Wherever the string "turn" appears in the listing, copy that line.

= = = =

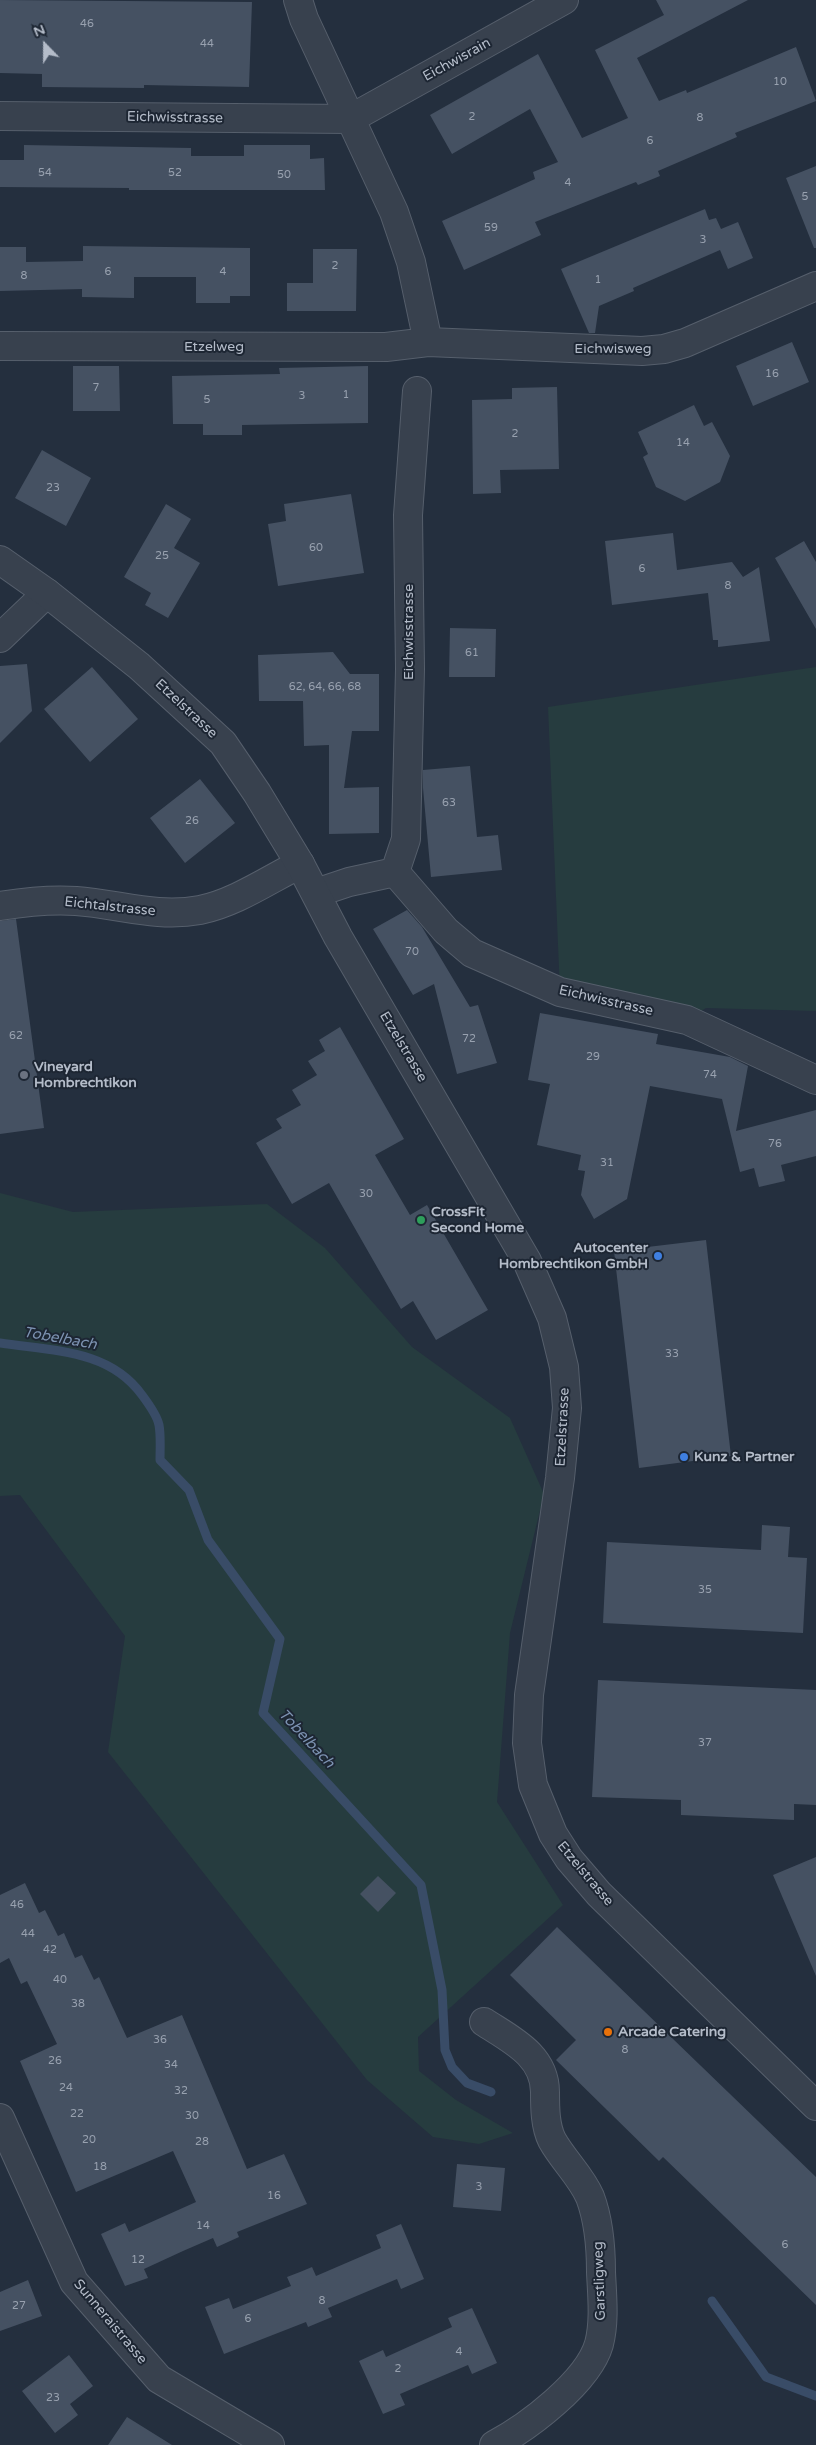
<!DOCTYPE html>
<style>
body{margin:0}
#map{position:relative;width:816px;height:2445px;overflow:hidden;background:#242f3e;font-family:"Varela Round",sans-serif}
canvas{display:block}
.north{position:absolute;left:20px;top:20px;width:50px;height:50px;-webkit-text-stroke:4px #1d2633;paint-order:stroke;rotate:338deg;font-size:14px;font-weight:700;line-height:20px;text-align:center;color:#b4bcc9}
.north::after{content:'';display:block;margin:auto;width:18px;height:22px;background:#b4bcc9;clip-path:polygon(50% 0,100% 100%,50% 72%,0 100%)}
</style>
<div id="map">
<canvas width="816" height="2445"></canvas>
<div class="north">N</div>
</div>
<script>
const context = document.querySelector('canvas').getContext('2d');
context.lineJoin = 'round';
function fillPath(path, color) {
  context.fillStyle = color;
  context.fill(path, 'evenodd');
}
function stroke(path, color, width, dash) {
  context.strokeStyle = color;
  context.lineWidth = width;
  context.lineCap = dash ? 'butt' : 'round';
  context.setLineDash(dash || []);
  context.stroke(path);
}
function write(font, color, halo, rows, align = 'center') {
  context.font = font + ' "Varela Round",sans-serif';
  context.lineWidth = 4;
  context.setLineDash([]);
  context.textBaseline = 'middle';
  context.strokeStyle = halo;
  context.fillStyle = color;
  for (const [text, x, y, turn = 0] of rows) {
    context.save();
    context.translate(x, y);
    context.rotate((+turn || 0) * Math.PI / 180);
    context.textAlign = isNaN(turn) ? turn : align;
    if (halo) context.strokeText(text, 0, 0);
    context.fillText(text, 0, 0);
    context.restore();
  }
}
const green = new Path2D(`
 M 816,667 L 816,1011 L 706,1008 L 687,1020 L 560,992 L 548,707 Z
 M 0,1193 L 73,1212 L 267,1204 L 325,1248 L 412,1347 L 510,1418 L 544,1494 L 510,1633 L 497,1802 L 563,1905 L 418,2037 L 419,2071 L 456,2100 L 513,2133 L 479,2144 L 433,2137 L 367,2080 L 108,1752 L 125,1636 L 20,1495 L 0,1496 Z`);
const stream = new Path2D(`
 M 0,1343 C 52,1351 109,1349 142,1395 C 148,1403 157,1415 159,1425 C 161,1436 160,1449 160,1460 L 189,1490 L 208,1540 L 280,1639 L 263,1713 L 421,1885 L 442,1990 L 445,2050 L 452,2067 L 467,2083 L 491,2092
 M 712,2301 L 766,2377 L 816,2396`);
const building = new Path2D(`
 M 0,0 L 252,2 L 249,87 L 144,85 L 144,88 L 42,87 L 42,74 L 0,73 Z
 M 656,0 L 748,0 L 637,58 L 659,101 L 686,90 L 687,93 L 796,47 L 816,101 L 735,133 L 737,137 L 658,171 L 660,176 L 638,185 L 636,182 L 535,222 L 541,235 L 464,270 L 442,221 L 535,179 L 533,172 L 558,162 L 530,109 L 452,154 L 430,115 L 538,54 L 582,138 L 628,118 L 595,50 L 664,15 Z
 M 24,145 L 191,148 L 191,156 L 244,156 L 244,145 L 310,145 L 310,159 L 324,158 L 325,190 L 129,190 L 129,188 L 0,187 L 0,160 L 24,160 Z
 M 816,166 L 816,248 L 814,248 L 786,178 Z
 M 705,209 L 709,220 L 716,218 L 721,229 L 738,222 L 753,258 L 728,269 L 720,250 L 633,288 L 634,291 L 599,306 L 595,333 L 589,333 L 561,269 Z
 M 83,246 L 250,248 L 250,296 L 230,296 L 230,303 L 196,303 L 196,277 L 134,277 L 134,298 L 82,297 L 82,289 L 0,291 L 0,247 L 26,247 L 26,262 L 83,261 Z
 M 313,249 L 357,249 L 356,311 L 287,311 L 287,283 L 313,283 Z
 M 792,342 L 809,382 L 753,406 L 736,366 Z
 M 73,366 L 119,366 L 120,411 L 73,411 Z
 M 368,366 L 368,423 L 242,425 L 242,435 L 203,435 L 203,424 L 173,424 L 172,376 L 280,374 L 279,368 Z
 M 557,387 L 559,469 L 500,470 L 501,493 L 473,494 L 472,400 L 512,399 L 512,388 Z
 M 694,405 L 704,426 L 712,422 L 730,456 L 720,482 L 685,501 L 656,487 L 643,457 L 648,454 L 638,432 Z
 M 42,450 L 91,478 L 66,526 L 15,498 Z
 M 351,494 L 364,573 L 278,586 L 268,524 L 286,521 L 284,504 Z
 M 166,504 L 191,519 L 174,548 L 200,563 L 168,618 L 145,605 L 151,593 L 124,577 Z
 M 673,533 L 677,570 L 732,562 L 743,577 L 759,567 L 770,641 L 718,647 L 718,640 L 713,640 L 708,593 L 612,605 L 605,541 Z
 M 804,541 L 816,562 L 816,629 L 775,558 Z
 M 450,628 L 496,629 L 495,677 L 449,677 Z
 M 333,652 L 350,674 L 379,674 L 379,731 L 352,731 L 344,788 L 379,787 L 379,833 L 329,834 L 329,745 L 304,746 L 303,701 L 259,701 L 258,655 Z
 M 27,664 L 32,711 L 0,743 L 0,666 Z
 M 92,667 L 138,719 L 90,762 L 44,709 Z
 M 470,766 L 477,837 L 498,835 L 502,870 L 431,877 L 423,788 L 423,770 Z
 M 200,779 L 235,823 L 185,863 L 150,818 Z
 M 407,910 L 422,927 L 470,1007 L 478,1005 L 497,1063 L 457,1074 L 434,984 L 413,995 L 373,929 Z
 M 16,919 L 44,1128 L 0,1134 L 0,921 Z
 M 540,1013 L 658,1034 L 656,1044 L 730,1057 L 748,1066 L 736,1131 L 816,1110 L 816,1156 L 781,1165 L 785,1181 L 759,1187 L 754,1168 L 740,1172 L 722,1099 L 650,1086 L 627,1199 L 594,1219 L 581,1195 L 585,1171 L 578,1170 L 581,1155 L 537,1145 L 550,1084 L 528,1080 Z
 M 340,1027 L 404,1139 L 375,1155 L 410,1215 L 427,1205 L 488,1310 L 436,1340 L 413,1301 L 401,1309 L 329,1183 L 292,1204 L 256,1143 L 282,1128 L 276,1119 L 301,1105 L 292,1090 L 317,1075 L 308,1061 L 325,1051 L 319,1040 Z
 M 706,1240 L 731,1456 L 639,1468 L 614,1251 Z
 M 762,1525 L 790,1527 L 788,1557 L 807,1558 L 803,1633 L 603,1623 L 607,1542 L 761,1550 Z
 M 598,1680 L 816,1690 L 816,1805 L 794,1804 L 794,1820 L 681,1815 L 681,1800 L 592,1797 Z
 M 816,1857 L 816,1976 L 773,1875 Z
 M 378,1876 L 396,1893 L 378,1912 L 360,1894 Z
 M 25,1883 L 39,1913 L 45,1910 L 58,1936 L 64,1933 L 75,1958 L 82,1955 L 94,1980 L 99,1977 L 127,2038 L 182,2015 L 247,2169 L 284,2154 L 307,2204 L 237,2232 L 239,2237 L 217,2247 L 213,2238 L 183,2251 L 144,2269 L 148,2278 L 125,2286 L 101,2234 L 125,2223 L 129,2232 L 196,2202 L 173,2151 L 76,2192 L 20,2061 L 57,2044 L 27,1981 L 21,1984 L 9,1958 L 0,1963 L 0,1895 Z
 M 557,1927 L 816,2177 L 816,2305 L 663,2157 L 659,2161 L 556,2060 L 576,2040 L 510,1975 Z
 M 457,2164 L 505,2168 L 501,2211 L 453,2207 Z
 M 401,2224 L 424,2279 L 401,2289 L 397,2279 L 328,2308 L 332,2317 L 308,2327 L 306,2322 L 224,2354 L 205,2307 L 229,2298 L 233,2309 L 291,2286 L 287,2277 L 300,2272 L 312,2267 L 316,2276 L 381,2248 L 376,2235 Z
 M 28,2280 L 42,2316 L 0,2331 L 0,2292 Z
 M 472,2308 L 497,2363 L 472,2374 L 468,2365 L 400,2394 L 405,2405 L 383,2414 L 359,2361 L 383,2350 L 386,2357 L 452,2327 L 448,2318 Z
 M 69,2355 L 93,2386 L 70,2404 L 78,2415 L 55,2433 L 22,2391 Z
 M 127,2417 L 172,2445 L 108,2445 Z`);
const minor = new Path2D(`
 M 298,0 L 304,19 L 394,212 L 411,262 L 428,342
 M 0,116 L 350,119 L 564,0
 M 0,346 L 386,347 L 428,342 L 642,351 L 664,349 L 685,343 L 816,286
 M 0,638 L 47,593
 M 395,872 L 406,839 L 410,669 L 408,515 L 417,391
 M 395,872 L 446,931 L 472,953 L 560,992 L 687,1020 L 816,1080
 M 316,893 L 349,882 L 395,872
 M 0,906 C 25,902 51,899 76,901 C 119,904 156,918 200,910 C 235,903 268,880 300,864
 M 484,2022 C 510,2039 545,2055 545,2092 C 545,2107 545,2126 552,2140 C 563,2160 581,2176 590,2197 C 599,2221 601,2247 601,2272 C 602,2295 605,2321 599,2344 C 588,2382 528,2427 494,2445
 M 0,2118 L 74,2282 L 159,2379 L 270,2445`);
const tertiary = new Path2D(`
 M 0,560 L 47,593 L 139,666 L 223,743 L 257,793 L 300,864 L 338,937 L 527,1261 L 552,1318 L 564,1367 L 567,1408 L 560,1478 L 529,1695 L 527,1743 L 533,1785 L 553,1834 L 569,1859 L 599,1894 L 816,2106`);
const markers = [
 [24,1075,5,"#6b7280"],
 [421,1220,5,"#2e9e5b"],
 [658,1256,5,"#3f7fe0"],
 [684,1457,5,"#3f7fe0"],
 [608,2032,5,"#e8710a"]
];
const numberNames = [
 ["46",87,24],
 ["44",207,44],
 ["10",780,82],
 ["2",472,117],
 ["8",700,118],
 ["6",650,141],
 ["54",45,173],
 ["52",175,173],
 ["50",284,175],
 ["4",568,183],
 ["5",805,197],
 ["59",491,228],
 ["3",703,240],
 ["2",335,266],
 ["6",108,272],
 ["4",223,272],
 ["8",24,276],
 ["1",598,280],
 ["16",772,374],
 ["7",96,388],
 ["1",346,395],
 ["3",302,396],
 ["5",207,400],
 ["2",515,434],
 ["14",683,443],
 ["23",53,488],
 ["60",316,548],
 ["25",162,556],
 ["6",642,569],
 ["8",728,586],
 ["61",472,653],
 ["62, 64, 66, 68",325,687],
 ["63",449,803],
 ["26",192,821],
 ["70",412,952],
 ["62",16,1036],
 ["72",469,1039],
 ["29",593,1057],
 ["74",710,1075],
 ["76",775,1144],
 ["31",607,1163],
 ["30",366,1194],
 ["33",672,1354],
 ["35",705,1590],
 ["37",705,1743],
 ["46",17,1905],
 ["44",28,1934],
 ["42",50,1950],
 ["40",60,1980],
 ["38",78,2004],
 ["36",160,2040],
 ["8",625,2050],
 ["26",55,2061],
 ["34",171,2065],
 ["24",66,2088],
 ["32",181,2091],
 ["22",77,2114],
 ["30",192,2116],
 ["20",89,2140],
 ["28",202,2142],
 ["18",100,2167],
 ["3",479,2187],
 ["16",274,2196],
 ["14",203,2226],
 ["6",785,2245],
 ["12",138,2260],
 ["8",322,2301],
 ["27",19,2306],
 ["6",248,2319],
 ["4",459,2352],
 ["2",398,2369],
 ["23",53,2398]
];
const streetNames = [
 ["Eichwisrain",457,60,-29],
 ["Eichwisstrasse",175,118,1],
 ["Etzelweg",214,347],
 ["Eichwisweg",613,349],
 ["Eichwisstrasse",409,632,-90],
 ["Etzelstrasse",186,709,43],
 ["Eichtalstrasse",110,907,6],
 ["Eichwisstrasse",606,1001,13],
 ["Etzelstrasse",403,1047,59],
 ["Etzelstrasse",563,1427,-87],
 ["Etzelstrasse",585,1874,50],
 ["Garstligweg",600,2281,-92],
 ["Sunneraistrasse",110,2322,50]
];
const poiNames = [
 ["Vineyard",34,1067],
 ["Hombrechtikon",34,1083],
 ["CrossFit",431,1212],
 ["Second Home",431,1228],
 ["Autocenter",648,1248,"right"],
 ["Hombrechtikon GmbH",648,1264,"right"],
 ["Kunz & Partner",694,1457],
 ["Arcade Catering",618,2032]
];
const waterNames = [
 ["Tobelbach",60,1339,10],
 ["Tobelbach",306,1739,47]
];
fillPath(green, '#263c3f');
stroke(stream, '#394c67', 9);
fillPath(building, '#455162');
stroke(minor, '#565f6c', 30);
stroke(tertiary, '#565f6c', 30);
stroke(minor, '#38414e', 28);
stroke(tertiary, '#38414e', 28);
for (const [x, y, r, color] of markers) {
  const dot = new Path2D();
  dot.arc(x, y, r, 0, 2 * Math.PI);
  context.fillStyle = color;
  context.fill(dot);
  stroke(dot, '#1d2633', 2);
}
write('11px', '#98a1af', null, numberNames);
write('14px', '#b4bcc9', '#1d2633', streetNames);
write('bold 14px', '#b4bcc9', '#1d2633', poiNames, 'left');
write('italic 15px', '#7c92b1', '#1d2633', waterNames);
</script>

= = = =

EXERCISE ANSWER:
  for (const [text, x, y, turn = 0] of rows) {
    context.rotate((+turn || 0) * Math.PI / 180);
    context.textAlign = isNaN(turn) ? turn : align;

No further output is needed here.